Advisers also increasingly want to be recognised and treated as professionals.
As a result, professional PWM firms of the future will share three key attributes:
- A partnership model
- A client-centric and collaborative, performance culture
The partnership model makes economic sense.
Revenue-earning partners/advisers are paid from client fees which are earned by the delivery of quality service and advice. Surplus revenue is reinvested back into the business.
By comparison, the aggregator model sees advisers pay licensing and dealer services fees to their dealer group who is generally also dependent on volume rebates and margins from in-house solutions.
That is not the model of the future.
Partnership and ownership are powerful motivators.
It turns PWM advisers into business owners, which in turn gives clients certainty and confidence that their adviser will be around for a long time to look after them.
Client-centric and collaborative
A cohesive, collaborative team environment is a by-product of a partnership where shareholders and advisers are unified by a commitment to the firm’s collective success.
Advisers are not competitive rivals but rather work together to ensure clients receive the best service and advice, even if that means referring them to a specialist adviser.
Advisers are encouraged to share their knowledge and experiences, and invest in other staff and partners.

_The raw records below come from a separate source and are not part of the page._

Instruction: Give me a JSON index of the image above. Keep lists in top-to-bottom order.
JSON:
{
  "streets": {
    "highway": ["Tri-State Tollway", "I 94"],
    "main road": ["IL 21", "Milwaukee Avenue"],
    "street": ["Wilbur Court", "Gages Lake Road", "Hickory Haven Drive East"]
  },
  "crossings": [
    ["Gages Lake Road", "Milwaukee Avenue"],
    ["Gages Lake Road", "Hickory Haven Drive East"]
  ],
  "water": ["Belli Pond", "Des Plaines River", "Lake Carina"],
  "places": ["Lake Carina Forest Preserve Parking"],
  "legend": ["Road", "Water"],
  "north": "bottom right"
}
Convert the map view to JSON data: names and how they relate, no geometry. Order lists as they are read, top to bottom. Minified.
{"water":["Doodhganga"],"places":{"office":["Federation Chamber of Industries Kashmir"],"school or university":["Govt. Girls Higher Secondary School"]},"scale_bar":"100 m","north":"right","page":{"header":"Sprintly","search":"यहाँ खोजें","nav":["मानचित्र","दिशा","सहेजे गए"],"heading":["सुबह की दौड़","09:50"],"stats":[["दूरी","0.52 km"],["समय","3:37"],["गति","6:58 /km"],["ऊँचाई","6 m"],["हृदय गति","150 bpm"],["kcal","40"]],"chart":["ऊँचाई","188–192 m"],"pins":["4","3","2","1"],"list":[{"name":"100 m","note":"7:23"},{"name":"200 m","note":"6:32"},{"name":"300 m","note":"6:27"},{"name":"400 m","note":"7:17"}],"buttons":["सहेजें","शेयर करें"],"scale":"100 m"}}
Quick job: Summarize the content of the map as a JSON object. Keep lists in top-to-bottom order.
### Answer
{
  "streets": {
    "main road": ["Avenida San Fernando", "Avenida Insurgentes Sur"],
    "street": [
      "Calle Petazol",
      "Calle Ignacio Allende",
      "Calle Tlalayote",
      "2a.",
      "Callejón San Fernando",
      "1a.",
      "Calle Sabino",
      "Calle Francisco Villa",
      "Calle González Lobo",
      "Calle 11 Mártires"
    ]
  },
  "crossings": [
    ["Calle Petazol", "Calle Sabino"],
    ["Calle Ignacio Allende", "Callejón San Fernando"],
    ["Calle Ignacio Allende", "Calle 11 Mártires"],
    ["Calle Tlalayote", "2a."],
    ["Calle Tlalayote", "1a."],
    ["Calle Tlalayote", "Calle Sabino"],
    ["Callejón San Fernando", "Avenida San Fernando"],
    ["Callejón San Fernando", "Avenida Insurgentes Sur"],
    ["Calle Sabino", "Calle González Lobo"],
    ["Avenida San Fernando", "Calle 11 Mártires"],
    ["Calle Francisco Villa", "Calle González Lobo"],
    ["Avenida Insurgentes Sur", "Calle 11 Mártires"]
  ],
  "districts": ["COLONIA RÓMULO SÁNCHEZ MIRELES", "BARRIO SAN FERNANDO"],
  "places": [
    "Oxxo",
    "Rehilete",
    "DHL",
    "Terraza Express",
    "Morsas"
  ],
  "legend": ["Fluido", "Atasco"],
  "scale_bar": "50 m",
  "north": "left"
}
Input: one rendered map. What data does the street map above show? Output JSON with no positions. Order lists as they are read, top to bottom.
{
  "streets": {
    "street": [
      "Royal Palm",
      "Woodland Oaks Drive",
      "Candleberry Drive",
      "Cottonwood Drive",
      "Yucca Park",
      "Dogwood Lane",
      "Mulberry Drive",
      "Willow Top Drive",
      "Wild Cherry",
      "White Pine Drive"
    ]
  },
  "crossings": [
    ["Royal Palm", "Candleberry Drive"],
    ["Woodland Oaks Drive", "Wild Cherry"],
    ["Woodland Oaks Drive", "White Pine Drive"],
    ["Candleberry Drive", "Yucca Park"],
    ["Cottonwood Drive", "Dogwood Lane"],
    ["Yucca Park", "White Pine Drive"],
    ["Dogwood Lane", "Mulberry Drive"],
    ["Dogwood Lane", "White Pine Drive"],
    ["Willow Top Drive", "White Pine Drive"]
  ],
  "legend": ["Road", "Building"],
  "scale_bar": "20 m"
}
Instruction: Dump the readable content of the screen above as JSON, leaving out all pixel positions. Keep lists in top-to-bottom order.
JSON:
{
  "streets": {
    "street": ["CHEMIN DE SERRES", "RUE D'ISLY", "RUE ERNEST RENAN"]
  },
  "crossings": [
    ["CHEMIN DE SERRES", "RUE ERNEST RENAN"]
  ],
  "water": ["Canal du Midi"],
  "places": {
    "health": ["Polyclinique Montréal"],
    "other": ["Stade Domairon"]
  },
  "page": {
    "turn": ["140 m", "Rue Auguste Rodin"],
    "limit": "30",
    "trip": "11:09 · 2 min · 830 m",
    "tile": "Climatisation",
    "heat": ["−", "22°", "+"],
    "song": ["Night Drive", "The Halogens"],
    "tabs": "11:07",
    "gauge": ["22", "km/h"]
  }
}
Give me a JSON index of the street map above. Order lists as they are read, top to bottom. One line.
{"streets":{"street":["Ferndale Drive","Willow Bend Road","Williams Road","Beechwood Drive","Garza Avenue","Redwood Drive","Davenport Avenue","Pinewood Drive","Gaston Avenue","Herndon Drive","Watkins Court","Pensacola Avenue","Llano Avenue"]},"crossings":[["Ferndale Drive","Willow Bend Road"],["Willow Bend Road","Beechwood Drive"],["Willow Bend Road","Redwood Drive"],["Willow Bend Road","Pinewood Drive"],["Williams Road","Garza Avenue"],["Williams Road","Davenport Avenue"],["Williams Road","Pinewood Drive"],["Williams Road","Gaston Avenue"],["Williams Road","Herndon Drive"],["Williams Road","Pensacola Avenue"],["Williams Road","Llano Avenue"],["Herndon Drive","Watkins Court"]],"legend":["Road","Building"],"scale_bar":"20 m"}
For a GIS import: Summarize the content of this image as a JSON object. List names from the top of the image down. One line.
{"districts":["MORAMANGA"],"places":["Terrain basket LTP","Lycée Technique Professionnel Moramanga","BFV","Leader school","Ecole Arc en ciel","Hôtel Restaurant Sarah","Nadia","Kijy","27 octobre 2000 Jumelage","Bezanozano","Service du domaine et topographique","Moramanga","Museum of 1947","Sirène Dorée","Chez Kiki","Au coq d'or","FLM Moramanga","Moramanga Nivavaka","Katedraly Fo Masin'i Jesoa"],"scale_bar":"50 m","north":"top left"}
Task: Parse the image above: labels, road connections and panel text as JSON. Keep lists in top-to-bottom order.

This is markedly different from the ultra-competitive, secretive culture of many large institutions, where advisers are pitted against each other and rewarded for putting themselves first above their colleagues, clients and even the company.
Traditional PWM advisers could be compared to decathletes. They are all-rounders who are proficient in a variety of roles. However, a world champion decathlete would not be competitive against the world champions in each individual underlying discipline.
The outperformance of each individual champion (100 metres, long jump, shot put, high jump, 400 metres, 110 metres hurdles, discus, pole vault, javelin and 1500 metres) against a decathlete is monumental.
Similarly, next-generation PWM firms understand that even the best advisers cannot be fully on top of the latest strategies, developments and regulatory changes across the PWM spectrum including super, investment management, tax, insurance, aged care and estate planning.
To set clients up for the best possible access to specialist advice, there are four specialist divisions at Koda: structuring and tax; investment strategy; philanthropy and social capital; and family leadership.
Clients often have relationships with specialist advisers while their primary adviser acts as their chief financial officer and manages their overarching financial affairs.
A new path forward
The PWM industry’s structure is the last obstacle stopping it from becoming a profession.
Advisers will never be recognised as professionals as long as they are housed inside an institution where product fees subsidise the true costs of advice.
Independent advice is impossible inside an institution. Over the next 10-15 years, there will be an increasing number of boutique PWM firms spinning out of large, established institutions.
A precedent has already been set in funds management, where hundreds of boutiques have sprung up over the last 20 years.
Frustrated and constrained by an institutional mindset that encourages portfolio managers to hug the benchmark and amass FUM, many professionals have successfully left the institutions to set up their own shop.
Similarly, advisers need to ask:
- “What does my client want and can I deliver it under my current structure?”
- “Do I want to be seen as a professional and if so, is that possible under my current structure?”
- “What is the economic truth? Is the model I operate within sustainable?”
If the answer to any of those questions is unacceptable to them, they need to find an economically viable solution that will allow them to deliver optimal outcomes to clients and be counted as a professional. Ultimately, they need to be able to confidently say and demonstrate that they are acting in their clients’ best interests.
Paul Heath is chief executive of Koda Capital.